Von den damaligen Aktionen ist nicht mehr sehr viel geblieben. Man ist nach über drei Jahren Krieg längst zum Tagesgeschäft zurückgekehrt. Gergiev ist zwar immer noch ein Paria im Westen, aber die Netrebko singt wieder, nicht in München, Salzburg und New York, aber bald auch neuerlich am Royal Opera House Covent Garden in London. Da wurde ausgerechnet der neue Chefdirigent und Opernquereinsteiger Jakub Hrůša vorgeschickt, um deren Wiedereinladung zu rechtfertigen, noch dazu für eine „Tosca“-Neuinszenierung zum Spielzeitbeginn. Die schien vielen überflüssig, die letzte Produktion des Puccini-Reißers ist noch nicht so lange her, außerdem muss das Haus mit den hohen Preisen sparen. In England ist die staatliche Kulturförderung nicht sonderlich hoch, der halbstaatliche Arts Council hat zusätzliche Kürzungen vorangetrieben.
Um diese neue „Tosca“ gibt es aber jetzt ganz andere Schlagzeilen. Das Opernhaus hat nämlich gerade verkündet, die natürlich auch aus Kostengründen als Koproduktion geplante Premiere nun nicht, wie angekündigt, am Ende der Spielzeit an die Israeli Opera in Tel Aviv weiterzuschicken. 182 Mitarbeiter hatten zuvor einen offenen Brief unterzeichnet (nur 40 freilich mit Klarnamen), in dem sie die Haltung der Institution zum Krieg in Gaza kritisierten.
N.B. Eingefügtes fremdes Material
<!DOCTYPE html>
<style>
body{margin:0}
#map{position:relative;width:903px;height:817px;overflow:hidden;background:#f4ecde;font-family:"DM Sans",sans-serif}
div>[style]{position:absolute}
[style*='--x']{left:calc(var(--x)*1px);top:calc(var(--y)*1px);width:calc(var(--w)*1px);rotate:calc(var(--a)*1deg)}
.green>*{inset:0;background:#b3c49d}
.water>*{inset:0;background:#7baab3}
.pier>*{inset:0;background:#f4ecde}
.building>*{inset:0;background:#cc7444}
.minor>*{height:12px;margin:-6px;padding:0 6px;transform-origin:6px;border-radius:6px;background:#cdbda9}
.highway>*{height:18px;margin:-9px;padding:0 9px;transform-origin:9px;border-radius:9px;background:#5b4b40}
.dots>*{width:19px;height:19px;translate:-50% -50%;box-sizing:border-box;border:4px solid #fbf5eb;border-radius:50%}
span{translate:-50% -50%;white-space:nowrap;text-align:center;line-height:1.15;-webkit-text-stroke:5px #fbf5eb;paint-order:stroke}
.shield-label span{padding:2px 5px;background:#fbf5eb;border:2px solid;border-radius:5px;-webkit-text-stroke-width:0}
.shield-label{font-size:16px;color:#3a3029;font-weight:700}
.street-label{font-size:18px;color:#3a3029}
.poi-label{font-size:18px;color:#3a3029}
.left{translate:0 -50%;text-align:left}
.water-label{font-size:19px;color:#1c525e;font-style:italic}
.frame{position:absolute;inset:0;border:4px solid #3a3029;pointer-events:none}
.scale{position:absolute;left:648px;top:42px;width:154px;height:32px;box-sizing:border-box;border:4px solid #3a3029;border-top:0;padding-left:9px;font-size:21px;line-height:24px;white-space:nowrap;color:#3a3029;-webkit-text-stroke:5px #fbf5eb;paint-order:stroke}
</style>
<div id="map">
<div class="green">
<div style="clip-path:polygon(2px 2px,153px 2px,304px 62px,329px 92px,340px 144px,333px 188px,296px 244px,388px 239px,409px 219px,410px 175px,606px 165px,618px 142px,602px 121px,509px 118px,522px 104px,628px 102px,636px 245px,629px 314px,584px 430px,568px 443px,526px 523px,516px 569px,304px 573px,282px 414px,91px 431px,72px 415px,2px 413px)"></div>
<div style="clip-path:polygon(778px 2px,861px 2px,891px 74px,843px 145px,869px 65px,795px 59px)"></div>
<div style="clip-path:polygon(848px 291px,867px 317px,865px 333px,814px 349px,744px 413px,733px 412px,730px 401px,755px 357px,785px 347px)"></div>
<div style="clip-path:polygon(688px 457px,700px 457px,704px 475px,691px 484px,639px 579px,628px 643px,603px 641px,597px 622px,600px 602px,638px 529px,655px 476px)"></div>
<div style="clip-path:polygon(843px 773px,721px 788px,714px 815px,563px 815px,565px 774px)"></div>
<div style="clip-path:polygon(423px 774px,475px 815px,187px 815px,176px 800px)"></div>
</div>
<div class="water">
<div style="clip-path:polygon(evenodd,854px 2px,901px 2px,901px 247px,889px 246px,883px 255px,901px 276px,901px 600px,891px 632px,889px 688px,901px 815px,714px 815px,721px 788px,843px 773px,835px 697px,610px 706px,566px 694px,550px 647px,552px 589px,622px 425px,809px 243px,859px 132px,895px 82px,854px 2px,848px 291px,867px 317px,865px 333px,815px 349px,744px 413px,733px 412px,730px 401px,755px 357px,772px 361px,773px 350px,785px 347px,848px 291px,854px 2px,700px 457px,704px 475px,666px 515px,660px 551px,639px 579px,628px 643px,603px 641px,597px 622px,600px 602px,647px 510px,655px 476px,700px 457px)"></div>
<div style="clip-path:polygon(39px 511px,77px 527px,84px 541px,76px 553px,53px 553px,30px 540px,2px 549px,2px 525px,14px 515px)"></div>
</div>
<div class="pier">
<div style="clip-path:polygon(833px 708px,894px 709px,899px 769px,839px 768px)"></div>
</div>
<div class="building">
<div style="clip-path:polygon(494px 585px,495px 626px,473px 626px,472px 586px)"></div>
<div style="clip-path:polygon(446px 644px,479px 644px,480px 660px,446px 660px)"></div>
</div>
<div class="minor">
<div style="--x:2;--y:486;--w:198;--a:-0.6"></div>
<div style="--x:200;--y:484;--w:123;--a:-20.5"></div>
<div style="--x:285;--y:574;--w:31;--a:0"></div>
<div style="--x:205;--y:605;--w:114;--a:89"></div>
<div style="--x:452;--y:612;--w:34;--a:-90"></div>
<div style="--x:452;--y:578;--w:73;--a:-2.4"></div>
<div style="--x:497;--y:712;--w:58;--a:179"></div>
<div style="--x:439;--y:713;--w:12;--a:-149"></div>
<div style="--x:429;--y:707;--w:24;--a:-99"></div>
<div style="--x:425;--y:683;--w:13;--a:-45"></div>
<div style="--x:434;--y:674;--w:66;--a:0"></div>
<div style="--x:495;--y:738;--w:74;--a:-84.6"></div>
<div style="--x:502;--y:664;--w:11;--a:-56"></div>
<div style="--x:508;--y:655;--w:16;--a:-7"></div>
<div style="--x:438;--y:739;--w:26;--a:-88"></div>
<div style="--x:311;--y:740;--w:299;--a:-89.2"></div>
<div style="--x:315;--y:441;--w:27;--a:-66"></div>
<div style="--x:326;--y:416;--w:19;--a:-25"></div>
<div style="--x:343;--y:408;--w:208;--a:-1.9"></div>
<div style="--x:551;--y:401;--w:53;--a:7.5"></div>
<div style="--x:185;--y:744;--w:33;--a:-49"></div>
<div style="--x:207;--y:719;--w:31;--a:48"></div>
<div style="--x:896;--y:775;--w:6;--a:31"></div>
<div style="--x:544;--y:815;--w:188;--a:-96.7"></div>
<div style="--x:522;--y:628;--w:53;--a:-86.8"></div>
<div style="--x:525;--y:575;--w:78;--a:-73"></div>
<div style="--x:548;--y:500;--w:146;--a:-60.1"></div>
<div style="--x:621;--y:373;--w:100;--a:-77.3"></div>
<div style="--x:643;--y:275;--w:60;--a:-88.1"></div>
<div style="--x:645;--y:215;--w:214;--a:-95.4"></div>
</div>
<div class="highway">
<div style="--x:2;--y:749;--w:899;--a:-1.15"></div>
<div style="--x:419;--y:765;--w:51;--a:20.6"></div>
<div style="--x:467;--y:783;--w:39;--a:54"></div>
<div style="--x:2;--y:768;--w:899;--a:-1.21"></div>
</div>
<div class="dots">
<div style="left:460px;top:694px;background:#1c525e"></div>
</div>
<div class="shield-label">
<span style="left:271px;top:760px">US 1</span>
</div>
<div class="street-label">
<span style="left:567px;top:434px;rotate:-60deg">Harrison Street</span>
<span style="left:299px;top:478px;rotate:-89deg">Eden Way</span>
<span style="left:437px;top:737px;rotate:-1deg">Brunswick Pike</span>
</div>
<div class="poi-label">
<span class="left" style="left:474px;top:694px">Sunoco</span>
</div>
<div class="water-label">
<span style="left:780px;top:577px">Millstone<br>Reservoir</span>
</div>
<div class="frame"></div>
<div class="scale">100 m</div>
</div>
Dem wiederum war kurz vor Spielzeitende ein in Klassikkreisen bisher unerhörter Vorgang vorausgegangen: Ein Freelance-Tänzerstatist hatte dort am Ende einer Repertoirevorstellung von Verdis „Troubadour“ beim Verbeugen eine palästinensische Flagge vor seinen Körper gehalten. Der Mitarbeiterbrief nennt das einen „Akt des Mutes und der moralischen Klarheit“. Auf einem in sozialen Medien geteilten Handy-Video ist ein Mitarbeiter zu sehen, der dem Tänzer anschließend vergeblich die Flagge zu entwinden versucht. Bei ihm soll es sich um den künstlerischen Leiter Oliver Mears handeln, der auch bei der neuen „Tosca“ Regie führen wird. Nach dem Bühnenvorfall scheint es nun hinter den Kulissen des Royal Opera House zu kochen.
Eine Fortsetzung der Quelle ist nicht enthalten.